The following are the key benefits of consuming rice:
- The manganese content of rice helps properly develop human metabolism and body.
- Rice has a lot of minerals and vitamins.
- It has ample plant compounds that lead to good health. Its lignans act as antioxidants and are effective against osteoporosis, breast cancer, and heart diseases.
- Ferulic acid is another powerful antioxidant in rice that can be effective for cancer and diabetes.
Millet vs rice: the Comparison
Now that you know about millet and rice's flavor, usage, and benefits, let’s move to the most exciting part – the comparison. Following are the key aspects that highlight the differences between millet and rice:
Carbohydrates are the primary source of calories in grains. When comparing millet vs. rice for weight loss, Kodo millet is slightly higher in calories, with 378 calories per 100 grams, compared to 360 calories per 100 grams of rice. However, rice and millet can and should be part of your diet. Depending on what type of millet you eat, always check the calorie amount if you are on a calorie-restricted diet or trying to maintain a healthy weight.
When it comes to carbohydrates, rice has a relatively higher content. It has 79.3 grams of carbohydrates per 100 grams which is 8% higher than millet, which contains 72.8 grams per 100 grams. Rice also contains more sugar. Lastly, the dietary fibre content also varies for both grains. Millet is a better source of fiber, with 8.5 grams of fiber per 100 grams, which is excellent for the digestive system. Rice only offers 3.3 grams per 100 grams portion.
Rice, millet, and other grains and grain products are essential plant-based protein sources. As compared to rice, millet offers about 40% more protein. Per 100 grams, millet contains 11 grams of protein.
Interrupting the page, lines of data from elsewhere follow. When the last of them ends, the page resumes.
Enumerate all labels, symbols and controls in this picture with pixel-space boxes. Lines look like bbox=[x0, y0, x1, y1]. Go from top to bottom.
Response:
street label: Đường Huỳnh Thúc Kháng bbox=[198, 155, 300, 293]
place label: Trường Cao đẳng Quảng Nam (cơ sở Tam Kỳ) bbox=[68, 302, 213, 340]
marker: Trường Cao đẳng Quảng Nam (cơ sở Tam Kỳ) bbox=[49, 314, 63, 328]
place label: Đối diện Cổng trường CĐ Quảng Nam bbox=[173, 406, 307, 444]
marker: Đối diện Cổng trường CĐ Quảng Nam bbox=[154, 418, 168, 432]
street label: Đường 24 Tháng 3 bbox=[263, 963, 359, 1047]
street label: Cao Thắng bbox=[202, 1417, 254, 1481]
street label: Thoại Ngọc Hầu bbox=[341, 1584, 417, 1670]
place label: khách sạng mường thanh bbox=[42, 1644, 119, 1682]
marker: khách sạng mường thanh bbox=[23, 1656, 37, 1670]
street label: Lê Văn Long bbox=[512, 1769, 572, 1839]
Rice, on the other hand, has 6.6 grams of protein per 100 grams. Millet provides high proteins.
Like most other grains, rice and millet are low in fat. The fats in them are primarily unsaturated, healthy good fats. They are naturally trans-fat-free and cholesterol-free. Total fat in rice and millet are as follows:
- Rice: 0.6 grams per 100 grams
- Millet: 4.2 grams per 100 grams
Regarding saturated fats, millet contains 71% higher saturated fats. Millet contains 0.7 grams, while rice contains 0.2 grams of saturated fat per 100 grams.
Minerals play a crucial role in helping our body to function correctly. Minerals are called micronutrients because we only need a small amount of them. Millet is a better source of selenium and calcium as compared to rice. Conversely, rice contains more zinc, sodium, potassium, phosphorus, manganese, magnesium, iron, and copper. Rice and barnyard millet both have the same amount of fluoride.
Like minerals, vitamins are called micronutrients because we only need a small amount, but they are valuable for several body processes. When comparing vitamin content in proso millet and rice, both grains offer higher amounts of different types. Millet contains a higher amount of vitamins E, B5, and A. Rice, on the other hand, has a higher amount of vitamins B1, B2, B3, B6, and K. Both rice and millet contain the same amount of vitamins C, D, and B12.
The Bottom Line
Millet and rice are often pitted against each other. Both are prevalent types of grains and offer unique nutritional value. Some prefer millet, while others love rice. No one option is better than the other. A carefully-planned diet of millet and rice is the key to staying fit and having a healthy lifestyle. While rice and millet have certain advantages, removing one option from your diet is not recommended. You can certainly use the option you like more, but having both grains in their proper amounts is much better for a healthy mind and body.